Koutroumanis explained that the reduction in social insurance contributions will be progressive and linked to the degree with which companies are linked up to the new electronic system, reaching 25 percent in 2013. The reduction will be proportionally divided between the contributions paid by employees and those paid by employers.

The minister stressed that the reduction will have an adverse effect on the financing of social insurance funds because the new system of electronic monitoring will allow control of undeclared employment that is estimated to cost funds up to 10 billion euros.

Koutroumanis also reported a 2.5 percent increase in social insurance contributions collected in 2010, or 550 million euro against a target increase of 720 million euro. He stressed that the increase had been achieved in spite of a rise in unemployment and was mainly due to collection of previously uncollected contributions that were owed.
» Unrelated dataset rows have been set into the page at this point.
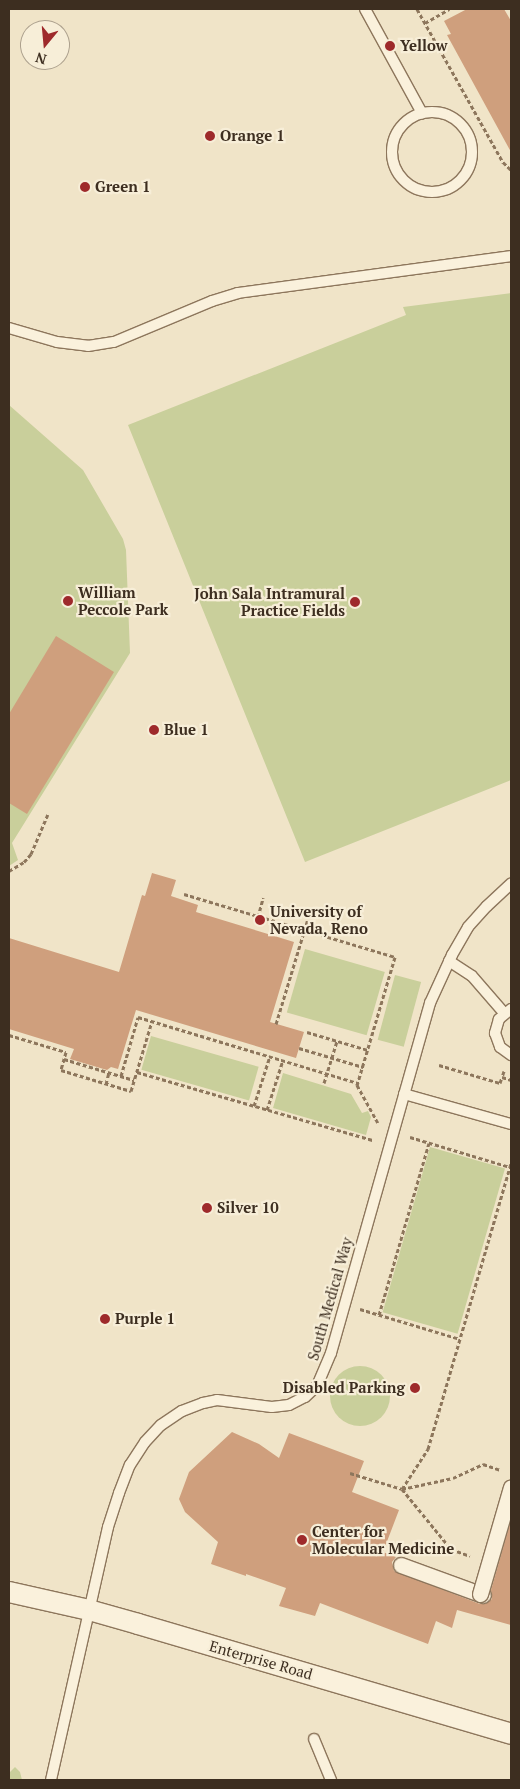 <!DOCTYPE html>
<html>
<head>
<meta charset="utf-8">
<style>
	body { margin:0 }
	#map { position:relative; width:520px; height:1789px; overflow:hidden; background:#f0e4c8; font-family:"PT Serif",serif }
	div>[style] { position:absolute }
	[style*='--x'] { left:calc(var(--x)*1px); top:calc(var(--y)*1px); width:calc(var(--w)*1px); rotate:calc(var(--a)*1deg) }
	.green>* { inset:0; background:#c9cf9b; transform-origin:0 0 }
	.round { border-radius:50% }
	.building>* { inset:0; background:#cf9f7d }
	.path>* { height:3px; margin-top:-1.5px; transform-origin:0; background:repeating-linear-gradient(90deg,#8d765c 0 4px,transparent 0 6.5px) }
	.roads { filter:drop-shadow(1px 0 #8d765c) drop-shadow(-1px 0 #8d765c) drop-shadow(0 1px #8d765c) drop-shadow(0 -1px #8d765c) }
	.service>* { height:10px; margin:-5px; padding:0 5px; transform-origin:5px; border-radius:5px; background:#faf1dc }
	.service>.ring { margin:-5px; padding:0; box-sizing:content-box; background:none; border:10px solid #faf1dc; border-radius:50% }
	.pedestrian>* { height:15px; margin:-7.5px; padding:0 7.5px; transform-origin:7.5px; border-radius:7.5px; background:#faf1dc }
	.minor>* { height:20px; margin:-10px; padding:0 10px; transform-origin:10px; border-radius:10px; background:#faf1dc }
	.bridges { filter:drop-shadow(1px 0 #8d765c) drop-shadow(-1px 0 #8d765c) drop-shadow(0 1px #8d765c) drop-shadow(0 -1px #8d765c) }
	.pedestrian-bridge>* { height:15px; margin:-7.5px; padding:0 7.5px; transform-origin:7.5px; border-radius:7.5px; background:#faf1dc }
	.dots>* { width:14px; height:14px; translate:-50% -50%; box-sizing:border-box; border:2px solid #f7eed8; border-radius:50% }
	span { translate:-50% -50%; white-space:nowrap; text-align:center; line-height:1.15; -webkit-text-stroke:4.5px #f7eed8; paint-order:stroke }
	.poi-label { font-size:15px; color:#3d2e20; font-weight:700 }
	.left { translate:0 -50%; text-align:left }
	.right { translate:-100% -50%; text-align:right }
	.street-label { font-size:15px; color:#3d2e20 }
	.frame { position:absolute; inset:0; border:10px solid #3d2e20; pointer-events:none }
	.north { position:absolute; left:20px; top:20px; width:50px; height:50px; box-sizing:border-box; background:#f7eed8; border:1px solid #ada18e; border-radius:50%; rotate:197deg; font-size:14px; font-weight:700; line-height:20px; text-align:center; color:#3d2e20 }
	.north::after { content:''; display:block; margin:auto; width:18px; height:22px; background:#9e2a2b; clip-path:polygon(50% 0,100% 100%,50% 72%,0 100%) }
</style>
</head>
<body>
<div id="map">
	<div class="green">
		<i style="clip-path:polygon(511px 293px,511px 780px,305px 862px,128px 425px,406px 315px,403px 307px)"></i>
		<i style="clip-path:polygon(9px 405px,83px 470px,123px 539px,126px 550px,130px 653px,12px 843px,18px 860px,9px 866px)"></i>
		<i style="left:305px;top:949px;width:83px;height:66px;rotate:16deg"></i>
		<i style="left:395px;top:975px;width:27px;height:67px;rotate:15deg"></i>
		<i style="left:151px;top:1036px;width:112px;height:35px;rotate:16deg"></i>
		<i style="clip-path:polygon(283px 1073px,351px 1094px,362px 1113px,368px 1111px,371px 1117px,366px 1135px,273px 1108px)"></i>
		<i style="left:430px;top:1147px;width:78px;height:172px;rotate:16deg"></i>
		<i class="round" style="left:330px;top:1366px;width:60px;height:60px"></i>
		<i style="clip-path:polygon(15px 1767px,20px 1772px,22px 1780px,9px 1780px,9px 1773px)"></i>
	</div>
	<div class="building">
		<i style="clip-path:polygon(467px 9px,504px 9px,511px 21px,511px 152px,447px 35px,451px 34px,444px 21px)"></i>
		<i style="clip-path:polygon(56px 636px,114px 672px,27px 814px,9px 803px,9px 714px)"></i>
		<i style="clip-path:polygon(152px 873px,176px 880px,171px 896px,198px 905px,196px 912px,294px 942px,270px 1022px,304px 1032px,296px 1058px,136px 1010px,118px 1069px,111px 1067px,107px 1070px,70px 1059px,74px 1049px,9px 1029px,9px 938px,119px 972px,142px 895px,145px 896px)"></i>
		<i style="clip-path:polygon(232px 1432px,259px 1444px,279px 1458px,289px 1433px,364px 1461px,352px 1492px,399px 1510px,383px 1552px,396px 1557px,392px 1562px,394px 1571px,480px 1604px,485px 1604px,492px 1599px,491px 1590px,511px 1520px,511px 1625px,457px 1610px,452px 1628px,436px 1621px,428px 1644px,320px 1603px,315px 1616px,279px 1606px,286px 1588px,246px 1574px,246px 1576px,211px 1564px,218px 1542px,185px 1512px,179px 1499px,189px 1472px)"></i>
	</div>
	<div class="path">
		<i style="--x:417;--y:9;--w:176;--a:60.7"></i>
		<i style="--x:503;--y:162;--w:11;--a:45"></i>
		<i style="--x:425;--y:23;--w:28;--a:-30"></i>
		<i style="--x:9;--y:871;--w:17;--a:-31"></i>
		<i style="--x:24;--y:862;--w:11;--a:-49"></i>
		<i style="--x:31;--y:854;--w:43;--a:-67"></i>
		<i style="--x:184;--y:894;--w:220;--a:16.6"></i>
		<i style="--x:395;--y:957;--w:134;--a:106.5"></i>
		<i style="--x:357;--y:1085;--w:43;--a:61.1"></i>
		<i style="--x:258;--y:917;--w:20;--a:-75"></i>
		<i style="--x:276;--y:1024;--w:117;--a:-73.1"></i>
		<i style="--x:307;--y:1032;--w:64;--a:16.4"></i>
		<i style="--x:9;--y:1035;--w:59;--a:16.6"></i>
		<i style="--x:66;--y:1052;--w:19;--a:106"></i>
		<i style="--x:61;--y:1070;--w:73;--a:16.7"></i>
		<i style="--x:131;--y:1091;--w:73;--a:-73.3"></i>
		<i style="--x:299;--y:1048;--w:67;--a:16.5"></i>
		<i style="--x:64;--y:1059;--w:73;--a:16.7"></i>
		<i style="--x:439;--y:1065;--w:64;--a:16.4"></i>
		<i style="--x:500;--y:1083;--w:6;--a:-72"></i>
		<i style="--x:504;--y:1071;--w:6;--a:108"></i>
		<i style="--x:502;--y:1077;--w:9;--a:18"></i>
		<i style="--x:137;--y:1072;--w:246;--a:16.1"></i>
		<i style="--x:121;--y:1076;--w:61;--a:-73.9"></i>
		<i style="--x:138;--y:1017;--w:230;--a:16.7"></i>
		<i style="--x:324;--y:1083;--w:44;--a:-72.8"></i>
		<i style="--x:106;--y:1084;--w:12;--a:-76"></i>
		<i style="--x:254;--y:1106;--w:52;--a:-72.3"></i>
		<i style="--x:267;--y:1110;--w:52;--a:-72.3"></i>
		<i style="--x:410;--y:1137;--w:104;--a:16.7"></i>
		<i style="--x:360;--y:1309;--w:104;--a:16.7"></i>
		<i style="--x:379;--y:1315;--w:179;--a:-73.8"></i>
		<i style="--x:350;--y:1473;--w:54;--a:17.1"></i>
		<i style="--x:402;--y:1489;--w:77;--a:50.8"></i>
		<i style="--x:451;--y:1549;--w:20;--a:20"></i>
		<i style="--x:402;--y:1489;--w:48;--a:-57"></i>
		<i style="--x:428;--y:1449;--w:297;--a:-73.8"></i>
		<i style="--x:402;--y:1489;--w:52;--a:-12.2"></i>
		<i style="--x:453;--y:1478;--w:33;--a:-25"></i>
		<i style="--x:483;--y:1464;--w:18;--a:19"></i>
	</div>
	<div class="roads">
		<div class="service">
			<i style="--x:365;--y:9;--w:119;--a:61.3"></i>
			<i class="ring" style="left:392px;top:112px;width:70px;height:70px"></i>
			<i style="--x:9;--y:328;--w:50;--a:16.3"></i>
			<i style="--x:57;--y:342;--w:31;--a:7"></i>
			<i style="--x:88;--y:346;--w:26;--a:-9"></i>
			<i style="--x:114;--y:342;--w:106;--a:-22.7"></i>
			<i style="--x:212;--y:301;--w:27;--a:-17"></i>
			<i style="--x:238;--y:293;--w:275;--a:-7.7"></i>
			<i style="--x:449;--y:961;--w:27;--a:33"></i>
			<i style="--x:472;--y:976;--w:49;--a:49.1"></i>
			<i style="--x:511;--y:1009;--w:16;--a:140"></i>
			<i style="--x:499;--y:1019;--w:15;--a:106"></i>
			<i style="--x:495;--y:1033;--w:15;--a:70"></i>
			<i style="--x:500;--y:1047;--w:14;--a:36"></i>
			<i style="--x:404;--y:1094;--w:111;--a:15.7"></i>
			<i style="--x:314;--y:1739;--w:44;--a:67.5"></i>
			<i style="--x:51;--y:1780;--w:259;--a:-77.3"></i>
			<i style="--x:108;--y:1527;--w:36;--a:-72"></i>
			<i style="--x:119;--y:1493;--w:30;--a:-69"></i>
			<i style="--x:130;--y:1465;--w:27;--a:-57"></i>
			<i style="--x:145;--y:1442;--w:23;--a:-47"></i>
			<i style="--x:161;--y:1425;--w:25;--a:-34"></i>
			<i style="--x:182;--y:1411;--w:22;--a:-21"></i>
			<i style="--x:203;--y:1403;--w:14;--a:-12"></i>
			<i style="--x:217;--y:1400;--w:55;--a:7.3"></i>
			<i style="--x:272;--y:1407;--w:17;--a:-7"></i>
			<i style="--x:289;--y:1405;--w:18;--a:-27"></i>
			<i style="--x:305;--y:1397;--w:16;--a:-43"></i>
			<i style="--x:317;--y:1386;--w:36;--a:-67"></i>
			<i style="--x:331;--y:1353;--w:364;--a:-74.2"></i>
			<i style="--x:430;--y:1003;--w:53;--a:-65.4"></i>
			<i style="--x:452;--y:955;--w:32;--a:-60"></i>
			<i style="--x:468;--y:927;--w:28;--a:-48"></i>
			<i style="--x:487;--y:906;--w:33;--a:-43"></i>
		</div>
		<div class="pedestrian">
			<i style="--x:401;--y:1565;--w:87;--a:20.1"></i>
		</div>
		<div class="minor">
			<i style="--x:9;--y:1592;--w:82;--a:12.7"></i>
			<i style="--x:89;--y:1610;--w:51;--a:15.9"></i>
			<i style="--x:138;--y:1624;--w:389;--a:16.4"></i>
		</div>
	</div>
	<div class="bridges">
		<div class="pedestrian-bridge">
			<i style="--x:480;--y:1594;--w:111;--a:-73.8"></i>
		</div>
	</div>
	<div class="dots">
		<i style="left:390px;top:46px;background:#9e2a2b"></i>
		<i style="left:210px;top:136px;background:#9e2a2b"></i>
		<i style="left:85px;top:187px;background:#9e2a2b"></i>
		<i style="left:68px;top:601px;background:#9e2a2b"></i>
		<i style="left:355px;top:602px;background:#9e2a2b"></i>
		<i style="left:154px;top:730px;background:#9e2a2b"></i>
		<i style="left:260px;top:920px;background:#9e2a2b"></i>
		<i style="left:207px;top:1208px;background:#9e2a2b"></i>
		<i style="left:105px;top:1319px;background:#9e2a2b"></i>
		<i style="left:415px;top:1388px;background:#9e2a2b"></i>
		<i style="left:302px;top:1540px;background:#9e2a2b"></i>
	</div>
	<div class="poi-label">
		<span class="left" style="left:400px;top:46px">Yellow</span>
		<span class="left" style="left:220px;top:136px">Orange 1</span>
		<span class="left" style="left:95px;top:187px">Green 1</span>
		<span class="left" style="left:78px;top:601px">William<br>Peccole Park</span>
		<span class="right" style="left:345px;top:602px">John Sala Intramural<br>Practice Fields</span>
		<span class="left" style="left:164px;top:730px">Blue 1</span>
		<span class="left" style="left:270px;top:920px">University of<br>Nevada, Reno</span>
		<span class="left" style="left:217px;top:1208px">Silver 10</span>
		<span class="left" style="left:115px;top:1319px">Purple 1</span>
		<span class="right" style="left:405px;top:1388px">Disabled Parking</span>
		<span class="left" style="left:312px;top:1540px">Center for<br>Molecular Medicine</span>
	</div>
	<div class="street-label">
		<span style="left:330px;top:1299px;rotate:-74deg">South Medical Way</span>
		<span style="left:261px;top:1660px;rotate:16deg">Enterprise Road</span>
	</div>
	<div class="frame"></div>
	<div class="north">N</div>
</div>
</body>
</html>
He noted that the divergence from the target increase in collected contributions was offset by a reduction for the first time in 20 years of spending on health care. This had been reduced by 10 percent or 850 million euro, while there was also a 15 percent reduction in operating costs.

The ministry budget envisaged a further reduction of 1.4 billion euro in pharmaceutical spending and general spending on health care in 2011, while targeting an increase in contributions by 1.2 billion euro, Koutroumanis added.